Fortunately, we do have those comparisons. So while it’s not always right to say, “Sorry, we don’t approve this rate increase,” it certainly looks right now. State legislation that lets PG&E transfer major wildfire/back-maintenance and legacy costs from shareholders to ratepayers seems pretty suspect when power on one side of Stevens Creek Boulevard costs over twice that on the other side. Infrastructure and maintenance costs were built into rates we’ve already paid all this time; it’s not ratepayers’ fault PG&E spent those dollars on “hefty executive salaries, shareholder dividends and excessive debt service” instead (4). Why is our current State Assembly ok with ratepayers having to pay twice for PG&E maintenance? (Actually more than twice, if we count the connection from PG&E-driven wildfires to our statewide insurance woes.)

In February of 2020, one State legislator introduced a bill, AB2079, that would ban privately-owned utilities (such as PG&E) from donating to California political candidates. I think that’s a sensible idea. But the bill was killed in Committee (5).

Current Sacramento legislators’ unwillingness to regulate PG&E is about political spinelessness, inattention, and just basic lack of caring. As your Assemblywoman, I will not have that problem.

Unleash Cities

There’s another, more systemic change that’s pretty much a no-brainer: unleash cities.

Big cities know PG&E is gouging their residents on Delivery, and that city utilities can provide lower costs and often better service, because as regulators they’re more directly accountable to the public.

That’s why the City of San Jose is developing its own municipal power utility to replace PG&E there (6). And why since 2019, the City of San Francisco has been trying to buy out PG&E’s local Delivery operations, valued around $3 billion (7). PG&E has fought back procedurally, politically and legally. At the moment San Francisco is threatening eminent domain, and the whole affair may be headed to court.

Our State legislature’s indifference here is a mistake. Not every city currently wants to replace PG&E with their own Delivery operation, but those cities that do should get legislative help from Sacramento. They don’t get help, but they should. Local regulation of electricity has a better track record of serving Californians than Sacramento’s hands-off on PG&E has; and it shows in black-and-white on your electricity bill.

It’s ironic that some legislators who talk the loudest about housing costs, despite achieving essentially nothing on them, completely ignore the price of energy which is also a basic need. Housing isn’t the only thing that makes the Bay Area expensive to live in.

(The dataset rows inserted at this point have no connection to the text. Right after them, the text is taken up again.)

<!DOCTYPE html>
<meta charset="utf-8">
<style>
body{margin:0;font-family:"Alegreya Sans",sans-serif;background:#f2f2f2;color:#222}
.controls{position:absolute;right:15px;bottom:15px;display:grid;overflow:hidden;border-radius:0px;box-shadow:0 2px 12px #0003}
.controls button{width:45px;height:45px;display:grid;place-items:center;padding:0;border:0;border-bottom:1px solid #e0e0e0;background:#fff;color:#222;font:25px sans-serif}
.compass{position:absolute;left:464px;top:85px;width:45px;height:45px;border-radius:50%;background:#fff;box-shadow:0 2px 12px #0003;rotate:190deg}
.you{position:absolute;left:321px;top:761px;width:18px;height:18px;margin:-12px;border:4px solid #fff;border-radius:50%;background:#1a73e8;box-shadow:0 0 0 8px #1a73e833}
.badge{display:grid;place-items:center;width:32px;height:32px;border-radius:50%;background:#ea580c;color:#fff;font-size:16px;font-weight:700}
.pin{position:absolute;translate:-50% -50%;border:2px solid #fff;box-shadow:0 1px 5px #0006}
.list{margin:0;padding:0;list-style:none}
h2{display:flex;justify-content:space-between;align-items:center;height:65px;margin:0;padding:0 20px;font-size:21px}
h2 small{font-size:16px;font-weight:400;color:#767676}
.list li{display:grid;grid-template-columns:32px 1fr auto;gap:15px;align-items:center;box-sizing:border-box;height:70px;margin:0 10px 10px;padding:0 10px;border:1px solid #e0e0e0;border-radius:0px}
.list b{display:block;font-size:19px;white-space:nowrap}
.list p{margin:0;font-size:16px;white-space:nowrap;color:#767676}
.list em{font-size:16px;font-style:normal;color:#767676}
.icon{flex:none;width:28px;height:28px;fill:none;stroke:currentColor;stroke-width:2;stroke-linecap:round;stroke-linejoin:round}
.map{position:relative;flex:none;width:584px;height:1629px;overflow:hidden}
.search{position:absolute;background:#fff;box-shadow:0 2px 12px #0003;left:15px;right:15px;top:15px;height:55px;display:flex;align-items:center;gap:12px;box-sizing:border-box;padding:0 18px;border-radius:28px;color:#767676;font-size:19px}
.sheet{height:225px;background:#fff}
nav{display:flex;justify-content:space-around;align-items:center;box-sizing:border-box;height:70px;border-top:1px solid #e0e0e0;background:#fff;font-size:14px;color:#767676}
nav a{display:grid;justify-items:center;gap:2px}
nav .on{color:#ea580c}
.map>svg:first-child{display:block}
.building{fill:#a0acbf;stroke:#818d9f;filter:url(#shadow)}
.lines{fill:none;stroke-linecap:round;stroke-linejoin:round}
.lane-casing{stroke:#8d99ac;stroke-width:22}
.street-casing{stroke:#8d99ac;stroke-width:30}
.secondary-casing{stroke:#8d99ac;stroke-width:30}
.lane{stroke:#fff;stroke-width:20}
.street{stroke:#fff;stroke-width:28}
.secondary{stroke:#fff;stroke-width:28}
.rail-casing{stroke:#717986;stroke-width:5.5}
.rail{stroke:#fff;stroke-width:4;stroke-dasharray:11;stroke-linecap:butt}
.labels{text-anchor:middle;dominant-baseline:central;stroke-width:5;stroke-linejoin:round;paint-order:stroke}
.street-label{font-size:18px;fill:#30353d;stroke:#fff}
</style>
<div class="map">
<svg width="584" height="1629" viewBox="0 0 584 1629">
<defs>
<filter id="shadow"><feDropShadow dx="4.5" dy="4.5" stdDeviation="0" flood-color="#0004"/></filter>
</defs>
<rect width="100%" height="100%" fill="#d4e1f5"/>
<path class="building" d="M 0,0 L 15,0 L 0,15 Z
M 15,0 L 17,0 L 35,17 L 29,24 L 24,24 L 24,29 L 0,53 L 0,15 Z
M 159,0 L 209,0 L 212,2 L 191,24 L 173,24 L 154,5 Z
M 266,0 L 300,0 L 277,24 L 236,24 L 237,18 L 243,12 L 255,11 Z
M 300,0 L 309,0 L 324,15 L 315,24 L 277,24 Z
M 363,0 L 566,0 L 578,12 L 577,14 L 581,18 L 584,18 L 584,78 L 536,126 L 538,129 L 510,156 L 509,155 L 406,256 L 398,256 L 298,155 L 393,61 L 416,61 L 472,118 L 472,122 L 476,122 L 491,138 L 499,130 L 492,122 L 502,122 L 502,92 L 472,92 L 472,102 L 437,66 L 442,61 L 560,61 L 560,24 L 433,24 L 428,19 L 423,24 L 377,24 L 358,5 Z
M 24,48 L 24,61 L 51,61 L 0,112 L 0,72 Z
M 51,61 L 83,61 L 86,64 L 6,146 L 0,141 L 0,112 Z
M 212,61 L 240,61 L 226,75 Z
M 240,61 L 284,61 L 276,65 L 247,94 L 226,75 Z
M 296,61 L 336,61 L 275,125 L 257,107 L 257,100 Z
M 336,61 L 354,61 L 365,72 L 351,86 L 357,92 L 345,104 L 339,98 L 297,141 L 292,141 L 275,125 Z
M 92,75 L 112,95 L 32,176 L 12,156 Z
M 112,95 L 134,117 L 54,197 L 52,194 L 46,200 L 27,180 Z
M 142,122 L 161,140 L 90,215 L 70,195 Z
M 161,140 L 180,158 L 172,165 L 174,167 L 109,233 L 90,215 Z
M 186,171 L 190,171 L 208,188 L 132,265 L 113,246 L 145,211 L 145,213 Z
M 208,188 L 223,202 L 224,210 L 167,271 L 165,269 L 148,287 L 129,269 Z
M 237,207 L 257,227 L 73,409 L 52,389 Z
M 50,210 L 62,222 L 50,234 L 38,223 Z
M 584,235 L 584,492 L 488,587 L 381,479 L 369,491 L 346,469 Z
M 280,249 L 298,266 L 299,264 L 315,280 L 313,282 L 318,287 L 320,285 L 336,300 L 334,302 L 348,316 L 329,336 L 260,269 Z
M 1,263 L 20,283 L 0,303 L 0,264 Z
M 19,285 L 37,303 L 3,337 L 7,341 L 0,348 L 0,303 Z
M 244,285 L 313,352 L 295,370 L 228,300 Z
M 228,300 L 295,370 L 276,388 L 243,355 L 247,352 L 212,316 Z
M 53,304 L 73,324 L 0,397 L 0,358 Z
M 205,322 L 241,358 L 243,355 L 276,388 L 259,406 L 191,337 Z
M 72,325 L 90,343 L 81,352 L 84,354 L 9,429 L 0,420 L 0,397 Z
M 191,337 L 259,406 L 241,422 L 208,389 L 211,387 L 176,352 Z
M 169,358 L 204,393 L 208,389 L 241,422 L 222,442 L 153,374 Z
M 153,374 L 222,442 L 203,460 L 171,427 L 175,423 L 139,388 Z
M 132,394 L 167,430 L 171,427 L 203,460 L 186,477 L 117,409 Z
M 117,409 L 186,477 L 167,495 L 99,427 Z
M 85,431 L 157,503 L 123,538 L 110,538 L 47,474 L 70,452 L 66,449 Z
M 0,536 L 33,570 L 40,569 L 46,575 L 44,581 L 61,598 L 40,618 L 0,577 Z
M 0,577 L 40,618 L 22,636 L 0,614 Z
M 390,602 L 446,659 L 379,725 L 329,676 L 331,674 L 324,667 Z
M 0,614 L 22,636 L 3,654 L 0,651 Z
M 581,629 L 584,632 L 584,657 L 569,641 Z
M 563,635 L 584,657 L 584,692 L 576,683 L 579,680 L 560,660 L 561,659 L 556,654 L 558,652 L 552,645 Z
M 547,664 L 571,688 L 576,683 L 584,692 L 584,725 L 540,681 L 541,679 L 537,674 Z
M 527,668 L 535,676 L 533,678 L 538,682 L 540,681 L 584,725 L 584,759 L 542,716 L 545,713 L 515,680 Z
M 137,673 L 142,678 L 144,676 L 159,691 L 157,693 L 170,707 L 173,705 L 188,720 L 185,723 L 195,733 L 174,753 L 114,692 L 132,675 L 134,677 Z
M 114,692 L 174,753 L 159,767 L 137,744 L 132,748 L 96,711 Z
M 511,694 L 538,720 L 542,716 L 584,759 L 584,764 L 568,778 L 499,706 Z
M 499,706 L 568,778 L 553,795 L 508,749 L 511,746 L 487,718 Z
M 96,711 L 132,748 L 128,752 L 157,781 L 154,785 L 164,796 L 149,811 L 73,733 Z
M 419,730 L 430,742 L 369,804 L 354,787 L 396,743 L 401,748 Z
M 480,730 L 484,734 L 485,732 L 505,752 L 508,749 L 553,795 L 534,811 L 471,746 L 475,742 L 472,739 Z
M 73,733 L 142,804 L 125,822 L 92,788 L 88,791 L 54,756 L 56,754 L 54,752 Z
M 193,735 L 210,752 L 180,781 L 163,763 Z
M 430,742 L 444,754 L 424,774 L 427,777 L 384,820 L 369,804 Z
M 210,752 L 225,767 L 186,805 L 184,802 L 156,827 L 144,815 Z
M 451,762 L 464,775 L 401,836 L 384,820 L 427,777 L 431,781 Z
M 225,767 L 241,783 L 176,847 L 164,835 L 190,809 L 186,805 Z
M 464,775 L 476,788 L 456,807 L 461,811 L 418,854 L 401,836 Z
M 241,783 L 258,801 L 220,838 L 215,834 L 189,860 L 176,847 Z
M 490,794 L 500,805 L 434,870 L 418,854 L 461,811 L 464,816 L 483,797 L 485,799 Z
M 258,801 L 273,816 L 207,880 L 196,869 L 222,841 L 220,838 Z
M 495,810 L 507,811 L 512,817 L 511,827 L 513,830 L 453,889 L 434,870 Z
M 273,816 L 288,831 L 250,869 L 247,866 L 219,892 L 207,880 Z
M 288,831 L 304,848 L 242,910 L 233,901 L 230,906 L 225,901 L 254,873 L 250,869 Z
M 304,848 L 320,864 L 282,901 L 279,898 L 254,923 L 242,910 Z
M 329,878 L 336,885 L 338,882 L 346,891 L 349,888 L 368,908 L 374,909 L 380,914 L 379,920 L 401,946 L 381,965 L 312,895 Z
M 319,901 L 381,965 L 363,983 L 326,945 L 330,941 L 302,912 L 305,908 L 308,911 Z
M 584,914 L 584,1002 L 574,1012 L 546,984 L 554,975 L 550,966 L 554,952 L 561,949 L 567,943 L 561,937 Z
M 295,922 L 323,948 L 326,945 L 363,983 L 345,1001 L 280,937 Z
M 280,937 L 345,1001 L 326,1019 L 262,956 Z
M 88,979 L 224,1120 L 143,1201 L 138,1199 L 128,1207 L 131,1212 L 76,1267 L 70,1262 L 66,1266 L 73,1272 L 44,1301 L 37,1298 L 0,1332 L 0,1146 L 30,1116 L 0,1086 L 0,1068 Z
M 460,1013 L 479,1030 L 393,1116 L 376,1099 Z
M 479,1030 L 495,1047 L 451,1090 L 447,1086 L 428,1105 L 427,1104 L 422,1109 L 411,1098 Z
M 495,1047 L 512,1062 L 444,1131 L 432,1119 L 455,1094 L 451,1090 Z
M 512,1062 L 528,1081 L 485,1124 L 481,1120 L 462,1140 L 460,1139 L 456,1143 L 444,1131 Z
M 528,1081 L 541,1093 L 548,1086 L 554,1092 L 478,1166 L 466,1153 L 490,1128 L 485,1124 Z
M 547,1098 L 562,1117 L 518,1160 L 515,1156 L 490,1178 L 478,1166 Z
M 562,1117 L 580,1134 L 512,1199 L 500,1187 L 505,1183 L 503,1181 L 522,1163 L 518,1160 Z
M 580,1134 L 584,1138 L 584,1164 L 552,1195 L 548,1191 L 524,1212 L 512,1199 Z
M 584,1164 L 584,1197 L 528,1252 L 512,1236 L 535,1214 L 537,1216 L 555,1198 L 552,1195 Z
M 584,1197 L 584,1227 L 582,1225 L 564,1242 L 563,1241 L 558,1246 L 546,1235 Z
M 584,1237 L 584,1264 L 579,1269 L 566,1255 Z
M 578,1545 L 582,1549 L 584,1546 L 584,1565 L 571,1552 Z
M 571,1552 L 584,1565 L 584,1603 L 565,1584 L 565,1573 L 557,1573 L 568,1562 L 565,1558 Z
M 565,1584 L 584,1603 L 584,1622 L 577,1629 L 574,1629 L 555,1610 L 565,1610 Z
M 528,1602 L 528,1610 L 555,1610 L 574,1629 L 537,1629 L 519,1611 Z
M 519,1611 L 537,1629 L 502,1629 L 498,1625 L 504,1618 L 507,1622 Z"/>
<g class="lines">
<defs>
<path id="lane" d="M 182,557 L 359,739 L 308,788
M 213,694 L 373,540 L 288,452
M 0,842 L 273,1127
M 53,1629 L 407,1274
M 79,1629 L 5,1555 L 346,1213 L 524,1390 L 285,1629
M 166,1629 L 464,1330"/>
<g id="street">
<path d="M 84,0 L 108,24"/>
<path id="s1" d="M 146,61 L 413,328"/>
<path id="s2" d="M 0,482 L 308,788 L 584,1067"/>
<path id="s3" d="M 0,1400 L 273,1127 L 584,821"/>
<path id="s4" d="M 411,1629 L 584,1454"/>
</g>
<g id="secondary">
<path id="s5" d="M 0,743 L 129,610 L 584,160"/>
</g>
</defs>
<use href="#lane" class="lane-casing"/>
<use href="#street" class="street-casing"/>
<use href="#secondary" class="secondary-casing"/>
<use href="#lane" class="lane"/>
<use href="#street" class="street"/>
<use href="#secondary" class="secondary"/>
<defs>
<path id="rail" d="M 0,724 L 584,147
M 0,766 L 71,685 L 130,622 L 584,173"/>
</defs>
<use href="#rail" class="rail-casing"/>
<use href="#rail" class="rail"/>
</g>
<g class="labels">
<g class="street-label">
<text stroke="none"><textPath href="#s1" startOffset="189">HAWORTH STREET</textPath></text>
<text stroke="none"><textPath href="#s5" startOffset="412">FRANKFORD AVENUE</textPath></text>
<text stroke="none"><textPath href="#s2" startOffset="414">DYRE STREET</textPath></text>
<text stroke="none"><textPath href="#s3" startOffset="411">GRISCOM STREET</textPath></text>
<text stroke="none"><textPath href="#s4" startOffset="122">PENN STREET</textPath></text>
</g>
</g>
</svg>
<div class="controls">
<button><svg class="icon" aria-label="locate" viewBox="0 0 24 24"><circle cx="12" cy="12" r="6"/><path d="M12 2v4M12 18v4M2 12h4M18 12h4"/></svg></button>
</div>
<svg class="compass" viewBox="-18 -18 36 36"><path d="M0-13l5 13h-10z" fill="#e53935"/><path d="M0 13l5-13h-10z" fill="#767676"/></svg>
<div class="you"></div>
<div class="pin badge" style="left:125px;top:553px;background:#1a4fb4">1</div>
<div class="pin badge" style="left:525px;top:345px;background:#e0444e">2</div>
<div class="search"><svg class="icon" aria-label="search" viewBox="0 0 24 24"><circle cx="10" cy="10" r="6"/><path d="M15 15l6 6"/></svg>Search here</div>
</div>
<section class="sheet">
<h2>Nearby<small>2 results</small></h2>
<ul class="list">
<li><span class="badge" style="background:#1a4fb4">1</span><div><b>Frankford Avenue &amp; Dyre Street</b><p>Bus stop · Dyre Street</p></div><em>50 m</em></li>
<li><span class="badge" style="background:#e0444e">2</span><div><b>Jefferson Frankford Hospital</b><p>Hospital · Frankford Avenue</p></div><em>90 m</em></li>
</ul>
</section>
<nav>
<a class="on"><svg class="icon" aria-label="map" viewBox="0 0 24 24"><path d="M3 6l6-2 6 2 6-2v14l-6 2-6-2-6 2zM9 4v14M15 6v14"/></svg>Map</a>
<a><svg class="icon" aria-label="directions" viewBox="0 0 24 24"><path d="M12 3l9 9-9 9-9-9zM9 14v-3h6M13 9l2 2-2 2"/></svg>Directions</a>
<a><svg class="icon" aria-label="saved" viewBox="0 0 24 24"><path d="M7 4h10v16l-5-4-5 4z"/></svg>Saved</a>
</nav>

As your Assemblywoman, I’ll regulate PG&E. And one thing I’ll work on right away is legislation to make it easier for cities that want to replace PG&E for their local Delivery to do so. San Francisco shouldn’t have to invoke eminent domain and pay millions to lawyers. If San Jose needs help, they should get it. Monopolies, especially those that provide essential public services, don’t get infinite latitude, either on pricing or on who their competitors are.

In Praise of Wonkiness

All this may seem unbearably wonky, but the fact is Sacramento ought to be wonky on this. If you’re anywhere but Santa Clara or Palo Alto or Anaheim, inadequate wonkiness is why you pay so much for electricity and get four rate hikes a year (and it’s still only October …).

But try this: go ask your various state Assembly and Senate representatives to compare PG&E’s performance to city utilities. See how many give you a blank look, or else a hand-wave soundbite from the energy industry.

Most will have no idea of even the difference between PG&E and a city utility (or a “CCA” either, see footnote), let alone Generation vs Delivery markets and what the actual numbers are. Yet you cannot hope to regulate a sophisticated energy giant like PG&E without knowing this stuff. I do know — I helped oversee an actual utility. I know malarkey when I see it, and PG&E is serving malarkey up big-time. Time for that to stop.